2. Target Groups: Routes traffic to target groups based on content-based routing rules, allowing for more granular control over routing decisions.
3. Health Checks: Supports health checks at the application level, monitoring the health of targets based on response codes.
4. Layer of Operation: Operates at Layer 7 (Application Layer) of the OSI model, allowing for advanced routing based on HTTP/HTTPS content.
   Optimized for HTTP, HTTPS, and WebSocket protocols commonly used in web applications and APIs.
5. Instance Stickiness: Supports cookie-based session stickiness, enabling the same client to be directed to the same target for the duration of the session.

NLB (Network Load Balancer) :

1. Works at layer 4 only and handles TCP, UDP, as well as TCP connections with TLS.
2. High Performance, Uses static IP addresses and can be assigned EIPs, which both ALB and ELB can’t do.
3. NLB automatically retains the source IP address within TCP/UDP packets.

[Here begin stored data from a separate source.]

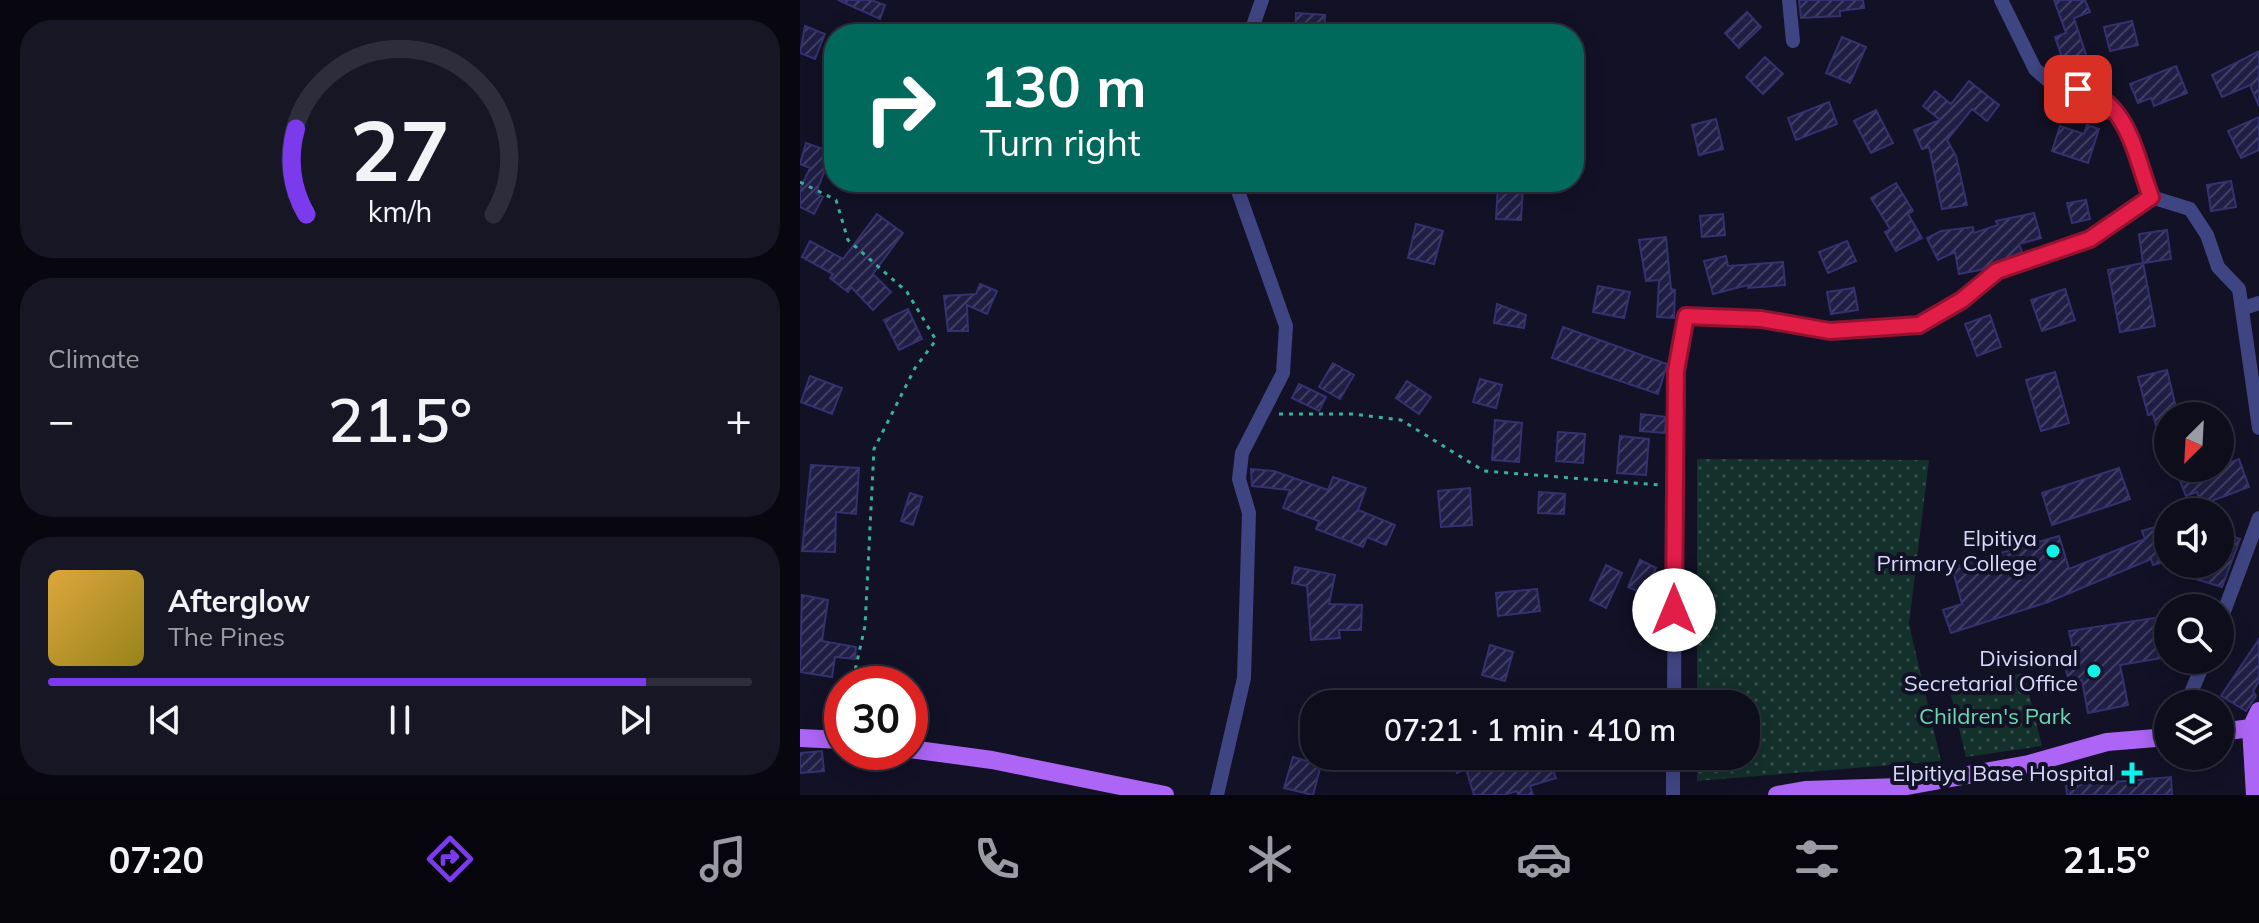 <!DOCTYPE html>
<html lang="en">
<head>
<meta charset="utf-8">
<style>
	:root { --surface:#0e0d1c; --page:#171625; --text:#f1f3f6; --muted:#9b9ca3; --line:#2e2d3b; --accent:#7c3aed }
	body { margin:0; font-family:Mulish,sans-serif; background:var(--page); color:var(--text); height:100vh; display:flex; flex-direction:column; font-size:30px; white-space:nowrap }
	* { box-sizing:border-box; margin:0 }
	p { font-size:26px; color:var(--muted) }
	.icon { flex:none; width:44px; height:44px; fill:none; stroke:currentColor; stroke-width:2; stroke-linecap:round; stroke-linejoin:round }
	.map { position:relative; flex:1; overflow:hidden }
	.sheet { display:flex; flex-direction:column; gap:20px; padding:20px; background:#08070f; width:800px }
	.sheet>* { flex:none }
	.top-card { position:absolute; left:24px; top:24px; width:760px; height:168px; border-radius:32px; box-shadow:0 4px 20px #0003,0 0 0 2px var(--line); background:#00695c; color:#fff; overflow:hidden }
	.needle { width:52px; rotate:204deg }
	.buttons { position:absolute; left:1354px; top:402px; display:grid; gap:16px }
	.buttons a { display:grid; place-items:center; width:80px; height:80px; border-radius:50%; background:var(--surface); box-shadow:0 4px 20px #0003,0 0 0 2px var(--line); font-size:40px }
	.speed { position:absolute; left:24px; top:666px; display:flex; gap:16px; font-size:40px; font-weight:700; text-align:center }
	.speed>* { display:grid; place-content:center; width:104px; height:104px; border-radius:50%; background:var(--surface); box-shadow:0 4px 20px #0003,0 0 0 2px var(--line); line-height:1 }
	.speed .limit { border:12px solid #d22; background:#fff; color:#111 }
	.pin { position:absolute; display:grid; place-items:center; width:68px; height:68px; color:#fff; margin:-34px; border-radius:16px; box-shadow:0 4px 12px #0006 }
	.me { position:absolute; width:88px; margin:-44px; rotate:0deg; stroke-linejoin:round; filter:drop-shadow(0 0 6px #0008) }
	.turn { display:flex; align-items:center; gap:28px; height:168px; padding:0 24px; font-size:36px }
	.turn .icon { width:104px; height:104px; stroke-width:2.5 }
	.turn b { display:block; font-size:56px; line-height:68px }
	.big { font-size:60px; font-weight:600; line-height:1.1 }
	.sheet .card { flex:1; display:flex; flex-direction:column; justify-content:center; gap:12px; min-width:0; padding:0 28px; border-radius:32px; background:var(--page) }
	.sheet .dial { align-items:center; gap:0 }
	.dial svg { height:208px; overflow:visible; fill:none; stroke:var(--line); stroke-width:7; stroke-linecap:round; text-anchor:middle }
	.dial text { fill:var(--text); stroke:none }
	.song { display:flex; align-items:center; gap:24px }
	.cover { width:96px; height:96px; border-radius:12px; background:linear-gradient(135deg,hsl(40 70% 55%),hsl(50 70% 35%)) }
	.played { height:8px; border-radius:4px; background:linear-gradient(90deg,var(--accent) 85%,var(--line) 85%) }
	.keys { display:flex; justify-content:space-around; direction:ltr }
	.heat { display:flex; justify-content:space-between; align-items:center; font-size:44px; direction:ltr }
	.trip { position:absolute; left:500px; top:690px; width:460px; height:80px; border-radius:32px; background:var(--surface); box-shadow:0 4px 20px #0003,0 0 0 2px var(--line); font-weight:600; line-height:80px; text-align:center }
	.tabs { display:flex; height:128px; justify-content:space-around; align-items:center; background:#06050b; color:var(--muted) }
	.tabs .icon { width:56px; height:56px }
	.tabs .on { color:var(--accent) }
	.tabs b { font-size:36px; color:var(--text) }
	main { display:flex; flex:1; min-height:0 }
	.map>svg:first-child { display:block }
</style>
</head>
<body>
<main>
<section class="sheet">
<div class="card dial"><svg viewBox="0 0 100 80">
<path d="M14 69A42 42 0 1 1 86 69"/>
<path d="M14 69A42 42 0 0 1 10 36" stroke="#7c3aed"/>
<text x="50" y="56" font-size="32" font-weight="700">27</text>
<text x="50" y="72" font-size="11">km/h</text>
</svg></div>
<div class="card"><p>Climate</p>
<div class="heat"><a>−</a><b class="big">21.5°</b><a>+</a></div>
</div>
<div class="card">
<div class="song"><i class="cover"></i><div><b>Afterglow</b><p>The Pines</p></div></div>
<div class="played"></div>
<div class="keys"><svg class="icon" aria-label="previous" viewBox="0 0 24 24"><path d="M18 5L8 12l10 7zM5 5v14"/></svg><svg class="icon" aria-label="pause" viewBox="0 0 24 24"><path d="M8 5v14M16 5v14"/></svg><svg class="icon" aria-label="next" viewBox="0 0 24 24"><path d="M6 5l10 7-10 7zM19 5v14"/></svg></div>
</div>
</section>
<div class="map">
<svg width="1459" height="795" viewBox="0 0 1459 795">
	<defs>
		<pattern id="park-dots" width="8" height="8" patternUnits="userSpaceOnUse" patternTransform="scale(2)"><rect width="8" height="8" fill="#14302b"/><path d="M2 2h.1M6 6h.1" fill="none" stroke="#354d4b" stroke-width="1.8" stroke-linecap="round"/></pattern>
		<pattern id="building-hatch" width="6" height="6" patternUnits="userSpaceOnUse" patternTransform="scale(2)"><rect width="6" height="6" fill="#211e46"/><path d="M-1 1l2-2M0 6l6-6M5 7l2-2" fill="none" stroke="#403e62"/></pattern>
	</defs>
	<rect width="100%" height="100%" fill="#121126"/>
	<path fill="url(#park-dots)" d="M 897,459 L 1129,460 L 1109,624 L 1141,761 L 897,781 L 897,756 L 946,756 L 946,704 L 897,704 Z
		M 1224,673 L 1242,746 L 1166,757 L 1149,687 Z"/>
	<path fill="url(#building-hatch)" stroke="#353170" stroke-width="2" d="M 38,0 L 71,0 L 85,5 L 80,19 Z
		M 999,0 L 1063,0 L 1064,8 L 1040,11 L 1040,16 L 1001,18 Z
		M 1254,0 L 1285,0 L 1290,12 L 1274,18 L 1289,64 L 1267,72 L 1255,37 L 1266,33 Z
		M 947,12 L 961,27 L 939,48 L 925,33 Z
		M 496,13 L 525,15 L 524,34 L 495,34 Z
		M 1332,21 L 1338,45 L 1310,51 L 1304,27 Z
		M 5,26 L 25,34 L 15,59 L 0,53 Z
		M 1042,37 L 1066,47 L 1050,83 L 1026,73 Z
		M 1459,51 L 1459,106 L 1450,85 L 1422,97 L 1412,75 Z
		M 965,57 L 983,74 L 963,94 L 946,77 Z
		M 1376,66 L 1387,93 L 1354,106 L 1351,98 L 1338,103 L 1330,84 Z
		M 1169,81 L 1199,105 L 1187,121 L 1172,109 L 1147,140 L 1156,156 L 1167,205 L 1142,209 L 1129,147 L 1122,149 L 1114,130 L 1140,120 L 1123,106 L 1135,91 L 1151,104 Z
		M 1029,102 L 1037,124 L 996,140 L 988,118 Z
		M 1076,110 L 1093,143 L 1071,153 L 1054,121 Z
		M 1459,117 L 1459,150 L 1441,158 L 1428,131 Z
		M 916,119 L 923,149 L 899,155 L 892,125 Z
		M 1287,125 L 1299,129 L 1288,163 L 1252,151 L 1260,126 L 1284,134 Z
		M 6,143 L 32,152 L 16,193 L 23,197 L 14,214 L 0,207 L 0,189 L 10,168 L 0,164 Z
		M 1431,181 L 1436,207 L 1411,211 L 1407,185 Z
		M 1096,183 L 1113,211 L 1108,214 L 1122,238 L 1096,251 L 1085,232 L 1090,229 L 1071,198 Z
		M 698,185 L 723,187 L 721,220 L 696,219 Z
		M 1286,200 L 1290,219 L 1272,223 L 1267,203 Z
		M 1234,213 L 1241,238 L 1219,244 L 1222,252 L 1180,270 L 1159,274 L 1155,252 L 1138,260 L 1127,238 L 1141,231 L 1173,227 L 1174,233 L 1198,225 L 1196,221 Z
		M 77,214 L 103,233 L 73,274 L 91,292 L 73,310 L 51,287 L 48,292 L 30,278 L 33,274 L 2,257 L 10,241 L 43,259 Z
		M 923,214 L 925,235 L 902,237 L 900,216 Z
		M 616,224 L 643,231 L 634,264 L 608,258 Z
		M 1367,230 L 1371,259 L 1343,263 L 1339,234 Z
		M 866,237 L 871,289 L 875,290 L 874,318 L 857,317 L 859,280 L 846,281 L 839,240 Z
		M 1047,241 L 1056,261 L 1028,273 L 1019,252 Z
		M 926,256 L 928,266 L 983,262 L 985,285 L 948,288 L 948,285 L 913,294 L 904,261 Z
		M 1343,263 L 1355,326 L 1320,332 L 1308,270 Z
		M 180,284 L 197,291 L 187,314 L 167,305 L 168,331 L 148,331 L 144,296 L 176,294 Z
		M 798,286 L 830,292 L 824,318 L 793,312 Z
		M 1054,288 L 1058,310 L 1031,314 L 1027,292 Z
		M 1265,289 L 1275,320 L 1242,331 L 1231,300 Z
		M 697,304 L 726,315 L 724,328 L 694,323 Z
		M 108,309 L 122,339 L 99,350 L 84,320 Z
		M 1190,315 L 1201,347 L 1177,356 L 1165,324 Z
		M 763,327 L 867,364 L 858,394 L 752,358 Z
		M 533,363 L 554,375 L 540,399 L 519,387 Z
		M 1367,370 L 1378,416 L 1368,416 L 1368,455 L 1364,456 L 1353,414 L 1348,415 L 1338,377 Z
		M 1255,372 L 1269,423 L 1241,431 L 1226,380 Z
		M 10,376 L 42,388 L 32,414 L 1,402 Z
		M 680,379 L 702,385 L 696,408 L 673,402 Z
		M 607,381 L 631,397 L 619,414 L 596,398 Z
		M 499,384 L 526,397 L 519,411 L 492,398 Z
		M 841,414 L 866,417 L 865,433 L 840,431 Z
		M 695,420 L 722,423 L 719,462 L 692,460 Z
		M 758,432 L 785,434 L 783,463 L 756,461 Z
		M 820,436 L 849,439 L 846,475 L 817,473 Z
		M 1439,459 L 1449,487 L 1401,505 L 1397,492 L 1386,496 L 1380,481 Z
		M 11,465 L 59,468 L 56,514 L 36,512 L 35,552 L 2,551 Z
		M 1319,468 L 1330,499 L 1252,525 L 1242,493 Z
		M 451,469 L 474,471 L 528,490 L 533,477 L 566,488 L 558,510 L 595,525 L 586,545 L 567,537 L 563,547 L 516,529 L 519,521 L 483,508 L 490,490 L 452,486 Z
		M 670,488 L 672,525 L 641,527 L 638,491 Z
		M 739,492 L 765,494 L 764,514 L 738,513 Z
		M 110,493 L 122,497 L 113,525 L 101,521 Z
		M 1362,525 L 1368,561 L 1353,565 L 1351,559 L 1248,602 L 1151,633 L 1143,610 L 1162,604 L 1152,567 L 1259,536 L 1269,569 L 1345,539 L 1342,531 Z
		M 1420,533 L 1440,539 L 1422,587 L 1382,575 L 1385,564 L 1420,564 Z
		M 840,560 L 856,568 L 844,594 L 828,587 Z
		M 806,565 L 822,573 L 806,608 L 790,600 Z
		M 495,567 L 535,575 L 529,604 L 562,605 L 561,630 L 539,630 L 540,638 L 511,640 L 507,586 L 492,583 Z
		M 737,589 L 740,611 L 698,616 L 696,593 Z
		M 2,595 L 28,600 L 22,641 L 56,647 L 55,659 L 35,657 L 32,677 L 0,672 Z
		M 1368,616 L 1368,657 L 1320,665 L 1328,705 L 1288,713 L 1282,680 L 1269,683 L 1264,661 L 1275,659 L 1269,631 Z
		M 1459,639 L 1459,681 L 1453,691 L 1456,696 L 1446,711 L 1421,696 Z
		M 690,645 L 713,652 L 705,681 L 682,675 Z
		M 22,751 L 24,771 L 0,773 L 0,753 Z
		M 650,756 L 748,756 L 756,778 L 730,786 L 733,795 L 718,795 L 717,791 L 704,795 L 674,795 L 666,769 L 657,773 Z
		M 493,757 L 521,765 L 513,795 L 484,788 Z
		M 1371,777 L 1372,795 L 1267,795 L 1266,786 Z"/>
	<g fill="none" stroke-linecap="round" stroke-linejoin="round">
		<path stroke="#37b29a" stroke-width="3" stroke-dasharray="4 6" stroke-linecap="butt" d="M 0,182 L 36,200 L 48,240 L 107,292 L 136,340 L 115,368 L 74,449 L 65,626 L 52,684
			M 479,414 L 553,414 L 601,420 L 684,471 L 860,485
			M 30,724 L 42,704"/>
		<path stroke="#3f4582" stroke-width="14" d="M 989,0 L 993,41
			M 1201,0 L 1235,69 L 1251,83 L 1298,93 L 1318,111 L 1351,197 L 1390,209 L 1407,235 L 1418,267 L 1439,289 L 1459,428
			M 450,34 L 462,0
			M 1444,308 L 1459,303
			M 1420,622 L 1459,518
			M 874,704 L 876,371 L 886,316 L 961,319 L 1030,331 L 1119,325 L 1162,300 L 1197,271 L 1290,239 L 1351,197
			M 1386,704 L 1405,660
			M 417,795 L 444,678 L 449,513 L 439,479 L 442,453 L 483,373 L 486,326 L 438,191 L 438,182
			M 873,795 L 873,756"/>
		<path stroke="#ad65f6" stroke-width="18" d="M 1420,732 L 1451,728
			M 0,738 L 42,740
			M 110,749 L 192,760 L 365,795
			M 977,795 L 1005,790 L 1101,787 L 1229,764 L 1307,742 L 1368,737
			M 1455,795 L 1451,728 L 1459,711"/>
	</g>
	<g fill="none" stroke-linecap="round" stroke-linejoin="round">
		<g stroke="#92132f" stroke-width="20">
			<path id="route" d="M 874,610 L 876,371 L 886,316 L 961,319 L 1030,331 L 1119,325 L 1162,300 L 1197,271 L 1290,239 L 1351,197 C 1335,155 1328,99 1278,89"/>
		</g>
		<use href="#route" stroke="#e11d48" stroke-width="14"/>
	</g>
	<g fill="#0ff2ea" stroke="#121126" stroke-width="3">
		<circle cx="1253" cy="551" r="8"/>
		<circle cx="1294" cy="671" r="8"/>
		<path d="M1328 761h8v8h8v8h-8v8h-8v-8h-8v-8h8z"/>
	</g>
	<g text-anchor="middle" stroke-width="8" stroke-linejoin="round" paint-order="stroke">
		<g font-size="22" fill="#d8d9fd" stroke="#121126" text-anchor="end">
			<text x="1237" y="546">Elpitiya<tspan x="1237" dy="25">Primary College</tspan></text>
			<text x="1278" y="666">Divisional<tspan x="1278" dy="25">Secretarial Office</tspan></text>
			<text x="1314" y="781">Elpitiya Base Hospital</text>
		</g>
		<g font-size="22" fill="#67daae" stroke="#121126">
			<text x="1195" y="724">Children's Park</text>
		</g>
	</g>
</svg>
<div class="buttons">
<a><svg class="needle" viewBox="-14 -14 28 28"><path d="M0-13l5 13h-10z" fill="#e53935"/><path d="M0 13l5-13h-10z" fill="#9b9ca3"/></svg></a>
<a><svg class="icon" aria-label="sound" viewBox="0 0 24 24"><path d="M4 9h4l5-4v14l-5-4H4zM17 9q2 3 0 6"/></svg></a>
<a><svg class="icon" aria-label="search" viewBox="0 0 24 24"><circle cx="10" cy="10" r="6"/><path d="M15 15l6 6"/></svg></a>
<a><svg class="icon" aria-label="layers" viewBox="0 0 24 24"><path d="M12 4l9 5-9 5-9-5zM3 14l9 5 9-5"/></svg></a>
</div>
<div class="speed"><div class="limit">30</div></div>
<div class="pin" style="left:1278px;top:89px;background:#d93025"><svg class="icon" aria-label="arrive" viewBox="0 0 24 24"><path d="M6 21V4h12l-3 4 3 4H6"/></svg></div>
<svg class="me" style="left:874px;top:610px" viewBox="-20 -20 40 40"><circle r="19" fill="#fff"/><path d="M0-13L10 11 0 6-10 11z" fill="#e11d48"/></svg>
<div class="trip">07:21 · 1 min · 410 m</div>
<div class="top-card">
<div class="turn"><svg class="icon" aria-label="right" viewBox="0 0 24 24"><path d="M7 20v-9h11M14 6l5 5-5 5"/></svg><div><b>130 m</b>Turn right</div></div>
</div>
</div>
</main>
<nav class="tabs">
<b>07:20</b>
<svg class="icon on" aria-label="directions" viewBox="0 0 24 24"><path d="M12 3l9 9-9 9-9-9zM9 14v-3h6M13 9l2 2-2 2"/></svg>
<svg class="icon" aria-label="music" viewBox="0 0 24 24"><path d="M9 18V5l10-2v13"/><circle cx="6" cy="18" r="3"/><circle cx="16" cy="16" r="3"/></svg>
<svg class="icon" aria-label="phone" viewBox="0 0 24 24"><path d="M5 4h4l2 5-3 2q2 4 5 5l2-3 5 2v4C11 20 4 13 5 4z"/></svg>
<svg class="icon" aria-label="climate" viewBox="0 0 24 24"><path d="M12 3v18M4 7l16 10M4 17L20 7"/></svg>
<svg class="icon" aria-label="car" viewBox="0 0 24 24"><path d="M5 17H2v-5l4-1 3-4h7l3 4 3 1v5h-3M9 17h6M6 11h13"/><circle cx="7" cy="17" r="2"/><circle cx="17" cy="17" r="2"/></svg>
<svg class="icon" aria-label="filters" viewBox="0 0 24 24"><path d="M4 7h16M4 17h16"/><circle cx="9" cy="7" r="2"/><circle cx="15" cy="17" r="2"/></svg>
<b>21.5°</b>
</nav>
</body>
</html>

On the other hand, ALB and ELB can be set up to include extra HTTP headers containing forwarding details, which your application must correctly interpret.

Usages:

1. The NLB automatically scales up or down based on demand to maintain optimal performance.
2. If your application uses non-HTTP protocols.
3. You would want to use an ALB for layer 7 load balancing and NLB for everything else.

Key Components:

1. Listeners: Supports TCP, TLS, and UDP protocols. Listeners are configured based on IP address and port.
2. Target Groups: Routes traffic to target groups based on IP address and port, offering simplicity and efficiency for TCP-based applications.
3. Health Checks: Supports health checks at the network level, monitoring the health of targets based on TCP connections.
4. Layer of Operation: Operates at Layer 4 (Transport Layer) of the OSI model, focusing on routing based on IP and port information.
   Suitable for TCP, TLS, and UDP protocols, it is ideal for low-latency, high-throughput applications like gaming or VoIP.
5. Instance Stickiness: This does not support session stickiness. Each request is independently routed to the appropriate target.

Thanks for spending your valuable time learning to enhance your knowledge!